A complete, exact copy of the records below is the required result.
========================
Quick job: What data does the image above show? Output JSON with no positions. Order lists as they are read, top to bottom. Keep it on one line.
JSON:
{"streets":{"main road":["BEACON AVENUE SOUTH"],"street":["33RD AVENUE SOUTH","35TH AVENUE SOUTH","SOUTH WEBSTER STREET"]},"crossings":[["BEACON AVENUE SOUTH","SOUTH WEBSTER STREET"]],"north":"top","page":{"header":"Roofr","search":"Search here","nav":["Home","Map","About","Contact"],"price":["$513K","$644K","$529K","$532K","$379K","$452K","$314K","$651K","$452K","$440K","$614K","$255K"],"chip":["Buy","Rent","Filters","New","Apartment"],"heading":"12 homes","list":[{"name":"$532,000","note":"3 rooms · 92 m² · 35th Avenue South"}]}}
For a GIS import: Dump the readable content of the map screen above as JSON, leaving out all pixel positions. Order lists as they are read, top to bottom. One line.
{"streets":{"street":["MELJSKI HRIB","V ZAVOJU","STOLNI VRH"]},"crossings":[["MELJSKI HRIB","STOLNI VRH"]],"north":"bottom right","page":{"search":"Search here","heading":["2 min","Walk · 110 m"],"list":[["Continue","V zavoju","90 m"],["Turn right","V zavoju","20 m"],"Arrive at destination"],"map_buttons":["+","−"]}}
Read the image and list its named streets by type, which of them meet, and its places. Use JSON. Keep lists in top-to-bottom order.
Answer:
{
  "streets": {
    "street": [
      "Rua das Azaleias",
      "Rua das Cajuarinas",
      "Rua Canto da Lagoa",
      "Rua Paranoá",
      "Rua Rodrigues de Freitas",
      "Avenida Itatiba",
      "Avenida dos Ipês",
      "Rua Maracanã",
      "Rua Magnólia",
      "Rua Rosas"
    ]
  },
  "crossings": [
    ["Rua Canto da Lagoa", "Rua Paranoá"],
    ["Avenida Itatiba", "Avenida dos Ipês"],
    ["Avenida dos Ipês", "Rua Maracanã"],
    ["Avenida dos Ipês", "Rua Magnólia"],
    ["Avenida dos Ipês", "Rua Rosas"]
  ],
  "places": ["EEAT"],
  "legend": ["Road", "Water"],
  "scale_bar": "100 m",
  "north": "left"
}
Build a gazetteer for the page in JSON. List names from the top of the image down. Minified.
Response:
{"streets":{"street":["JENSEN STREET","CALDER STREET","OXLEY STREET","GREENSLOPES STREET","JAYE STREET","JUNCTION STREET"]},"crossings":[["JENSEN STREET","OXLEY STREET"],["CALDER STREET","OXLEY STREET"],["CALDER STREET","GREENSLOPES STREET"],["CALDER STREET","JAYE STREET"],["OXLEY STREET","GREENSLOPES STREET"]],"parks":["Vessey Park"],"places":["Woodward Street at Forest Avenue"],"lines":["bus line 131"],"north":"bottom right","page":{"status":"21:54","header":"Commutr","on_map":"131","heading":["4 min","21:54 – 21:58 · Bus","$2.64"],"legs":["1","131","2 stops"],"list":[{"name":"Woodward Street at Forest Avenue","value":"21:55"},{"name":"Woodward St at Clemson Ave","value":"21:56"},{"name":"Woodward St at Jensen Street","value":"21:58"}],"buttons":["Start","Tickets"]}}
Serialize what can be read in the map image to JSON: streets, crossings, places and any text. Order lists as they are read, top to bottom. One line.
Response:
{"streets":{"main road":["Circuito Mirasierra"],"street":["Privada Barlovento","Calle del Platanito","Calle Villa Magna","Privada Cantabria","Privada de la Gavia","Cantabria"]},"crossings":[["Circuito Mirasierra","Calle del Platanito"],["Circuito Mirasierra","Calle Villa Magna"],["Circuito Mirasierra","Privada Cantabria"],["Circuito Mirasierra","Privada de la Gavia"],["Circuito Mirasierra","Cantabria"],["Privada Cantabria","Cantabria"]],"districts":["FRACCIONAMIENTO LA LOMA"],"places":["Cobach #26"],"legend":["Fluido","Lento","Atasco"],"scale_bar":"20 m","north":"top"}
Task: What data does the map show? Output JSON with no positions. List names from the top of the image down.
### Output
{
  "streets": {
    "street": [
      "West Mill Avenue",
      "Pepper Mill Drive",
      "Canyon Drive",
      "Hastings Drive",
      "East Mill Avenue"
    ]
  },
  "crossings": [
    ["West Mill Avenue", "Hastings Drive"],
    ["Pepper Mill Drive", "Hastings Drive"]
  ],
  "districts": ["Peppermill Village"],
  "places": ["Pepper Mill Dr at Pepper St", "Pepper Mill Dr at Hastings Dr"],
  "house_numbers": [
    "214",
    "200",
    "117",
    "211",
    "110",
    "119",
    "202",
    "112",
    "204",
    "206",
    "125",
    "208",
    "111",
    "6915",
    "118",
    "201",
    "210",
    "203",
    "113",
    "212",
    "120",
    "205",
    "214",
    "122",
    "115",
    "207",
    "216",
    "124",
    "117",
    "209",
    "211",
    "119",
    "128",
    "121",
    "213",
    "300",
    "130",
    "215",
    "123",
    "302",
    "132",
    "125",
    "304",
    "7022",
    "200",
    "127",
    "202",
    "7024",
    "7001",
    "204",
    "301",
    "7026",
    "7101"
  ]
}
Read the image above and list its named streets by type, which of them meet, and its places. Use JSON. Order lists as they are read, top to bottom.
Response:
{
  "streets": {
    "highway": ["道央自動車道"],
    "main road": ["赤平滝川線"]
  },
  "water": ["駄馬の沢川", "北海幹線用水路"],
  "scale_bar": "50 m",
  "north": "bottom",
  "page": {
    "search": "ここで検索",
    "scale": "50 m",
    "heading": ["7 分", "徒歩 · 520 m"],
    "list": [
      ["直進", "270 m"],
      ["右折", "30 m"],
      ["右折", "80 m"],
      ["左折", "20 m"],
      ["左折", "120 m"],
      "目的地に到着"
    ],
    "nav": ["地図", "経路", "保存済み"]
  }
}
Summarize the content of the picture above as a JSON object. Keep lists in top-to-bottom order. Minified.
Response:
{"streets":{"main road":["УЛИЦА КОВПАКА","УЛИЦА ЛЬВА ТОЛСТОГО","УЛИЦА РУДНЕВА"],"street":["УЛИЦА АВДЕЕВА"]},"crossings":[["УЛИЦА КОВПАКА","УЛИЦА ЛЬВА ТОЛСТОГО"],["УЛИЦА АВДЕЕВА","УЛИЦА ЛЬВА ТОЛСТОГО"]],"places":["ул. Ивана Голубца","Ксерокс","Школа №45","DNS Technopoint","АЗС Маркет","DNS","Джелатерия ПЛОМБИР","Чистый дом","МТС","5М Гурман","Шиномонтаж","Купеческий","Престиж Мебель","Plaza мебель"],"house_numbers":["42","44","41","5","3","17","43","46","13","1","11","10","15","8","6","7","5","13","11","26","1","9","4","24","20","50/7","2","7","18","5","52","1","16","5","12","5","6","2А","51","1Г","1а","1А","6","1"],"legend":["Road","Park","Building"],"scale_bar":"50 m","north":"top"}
========================
* [Problem solution]
Quick job: What data does the image above show? Output JSON with no positions. Order lists as they are read, top to bottom. Keep it on one line.
JSON:
{"streets":{"main road":["BEACON AVENUE SOUTH"],"street":["33RD AVENUE SOUTH","35TH AVENUE SOUTH","SOUTH WEBSTER STREET"]},"crossings":[["BEACON AVENUE SOUTH","SOUTH WEBSTER STREET"]],"north":"top","page":{"header":"Roofr","search":"Search here","nav":["Home","Map","About","Contact"],"price":["$513K","$644K","$529K","$532K","$379K","$452K","$314K","$651K","$452K","$440K","$614K","$255K"],"chip":["Buy","Rent","Filters","New","Apartment"],"heading":"12 homes","list":[{"name":"$532,000","note":"3 rooms · 92 m² · 35th Avenue South"}]}}
For a GIS import: Dump the readable content of the map screen above as JSON, leaving out all pixel positions. Order lists as they are read, top to bottom. One line.
{"streets":{"street":["MELJSKI HRIB","V ZAVOJU","STOLNI VRH"]},"crossings":[["MELJSKI HRIB","STOLNI VRH"]],"north":"bottom right","page":{"search":"Search here","heading":["2 min","Walk · 110 m"],"list":[["Continue","V zavoju","90 m"],["Turn right","V zavoju","20 m"],"Arrive at destination"],"map_buttons":["+","−"]}}
Read the image and list its named streets by type, which of them meet, and its places. Use JSON. Keep lists in top-to-bottom order.
Answer:
{
  "streets": {
    "street": [
      "Rua das Azaleias",
      "Rua das Cajuarinas",
      "Rua Canto da Lagoa",
      "Rua Paranoá",
      "Rua Rodrigues de Freitas",
      "Avenida Itatiba",
      "Avenida dos Ipês",
      "Rua Maracanã",
      "Rua Magnólia",
      "Rua Rosas"
    ]
  },
  "crossings": [
    ["Rua Canto da Lagoa", "Rua Paranoá"],
    ["Avenida Itatiba", "Avenida dos Ipês"],
    ["Avenida dos Ipês", "Rua Maracanã"],
    ["Avenida dos Ipês", "Rua Magnólia"],
    ["Avenida dos Ipês", "Rua Rosas"]
  ],
  "places": ["EEAT"],
  "legend": ["Road", "Water"],
  "scale_bar": "100 m",
  "north": "left"
}
Build a gazetteer for the page in JSON. List names from the top of the image down. Minified.
Response:
{"streets":{"street":["JENSEN STREET","CALDER STREET","OXLEY STREET","GREENSLOPES STREET","JAYE STREET","JUNCTION STREET"]},"crossings":[["JENSEN STREET","OXLEY STREET"],["CALDER STREET","OXLEY STREET"],["CALDER STREET","GREENSLOPES STREET"],["CALDER STREET","JAYE STREET"],["OXLEY STREET","GREENSLOPES STREET"]],"parks":["Vessey Park"],"places":["Woodward Street at Forest Avenue"],"lines":["bus line 131"],"north":"bottom right","page":{"status":"21:54","header":"Commutr","on_map":"131","heading":["4 min","21:54 – 21:58 · Bus","$2.64"],"legs":["1","131","2 stops"],"list":[{"name":"Woodward Street at Forest Avenue","value":"21:55"},{"name":"Woodward St at Clemson Ave","value":"21:56"},{"name":"Woodward St at Jensen Street","value":"21:58"}],"buttons":["Start","Tickets"]}}
Serialize what can be read in the map image to JSON: streets, crossings, places and any text. Order lists as they are read, top to bottom. One line.
Response:
{"streets":{"main road":["Circuito Mirasierra"],"street":["Privada Barlovento","Calle del Platanito","Calle Villa Magna","Privada Cantabria","Privada de la Gavia","Cantabria"]},"crossings":[["Circuito Mirasierra","Calle del Platanito"],["Circuito Mirasierra","Calle Villa Magna"],["Circuito Mirasierra","Privada Cantabria"],["Circuito Mirasierra","Privada de la Gavia"],["Circuito Mirasierra","Cantabria"],["Privada Cantabria","Cantabria"]],"districts":["FRACCIONAMIENTO LA LOMA"],"places":["Cobach #26"],"legend":["Fluido","Lento","Atasco"],"scale_bar":"20 m","north":"top"}
Task: What data does the map show? Output JSON with no positions. List names from the top of the image down.
### Output
{
  "streets": {
    "street": [
      "West Mill Avenue",
      "Pepper Mill Drive",
      "Canyon Drive",
      "Hastings Drive",
      "East Mill Avenue"
    ]
  },
  "crossings": [
    ["West Mill Avenue", "Hastings Drive"],
    ["Pepper Mill Drive", "Hastings Drive"]
  ],
  "districts": ["Peppermill Village"],
  "places": ["Pepper Mill Dr at Pepper St", "Pepper Mill Dr at Hastings Dr"],
  "house_numbers": [
    "214",
    "200",
    "117",
    "211",
    "110",
    "119",
    "202",
    "112",
    "204",
    "206",
    "125",
    "208",
    "111",
    "6915",
    "118",
    "201",
    "210",
    "203",
    "113",
    "212",
    "120",
    "205",
    "214",
    "122",
    "115",
    "207",
    "216",
    "124",
    "117",
    "209",
    "211",
    "119",
    "128",
    "121",
    "213",
    "300",
    "130",
    "215",
    "123",
    "302",
    "132",
    "125",
    "304",
    "7022",
    "200",
    "127",
    "202",
    "7024",
    "7001",
    "204",
    "301",
    "7026",
    "7101"
  ]
}
Read the image above and list its named streets by type, which of them meet, and its places. Use JSON. Order lists as they are read, top to bottom.
Response:
{
  "streets": {
    "highway": ["道央自動車道"],
    "main road": ["赤平滝川線"]
  },
  "water": ["駄馬の沢川", "北海幹線用水路"],
  "scale_bar": "50 m",
  "north": "bottom",
  "page": {
    "search": "ここで検索",
    "scale": "50 m",
    "heading": ["7 分", "徒歩 · 520 m"],
    "list": [
      ["直進", "270 m"],
      ["右折", "30 m"],
      ["右折", "80 m"],
      ["左折", "20 m"],
      ["左折", "120 m"],
      "目的地に到着"
    ],
    "nav": ["地図", "経路", "保存済み"]
  }
}
Summarize the content of the picture above as a JSON object. Keep lists in top-to-bottom order. Minified.
Response:
{"streets":{"main road":["УЛИЦА КОВПАКА","УЛИЦА ЛЬВА ТОЛСТОГО","УЛИЦА РУДНЕВА"],"street":["УЛИЦА АВДЕЕВА"]},"crossings":[["УЛИЦА КОВПАКА","УЛИЦА ЛЬВА ТОЛСТОГО"],["УЛИЦА АВДЕЕВА","УЛИЦА ЛЬВА ТОЛСТОГО"]],"places":["ул. Ивана Голубца","Ксерокс","Школа №45","DNS Technopoint","АЗС Маркет","DNS","Джелатерия ПЛОМБИР","Чистый дом","МТС","5М Гурман","Шиномонтаж","Купеческий","Престиж Мебель","Plaza мебель"],"house_numbers":["42","44","41","5","3","17","43","46","13","1","11","10","15","8","6","7","5","13","11","26","1","9","4","24","20","50/7","2","7","18","5","52","1","16","5","12","5","6","2А","51","1Г","1а","1А","6","1"],"legend":["Road","Park","Building"],"scale_bar":"50 m","north":"top"}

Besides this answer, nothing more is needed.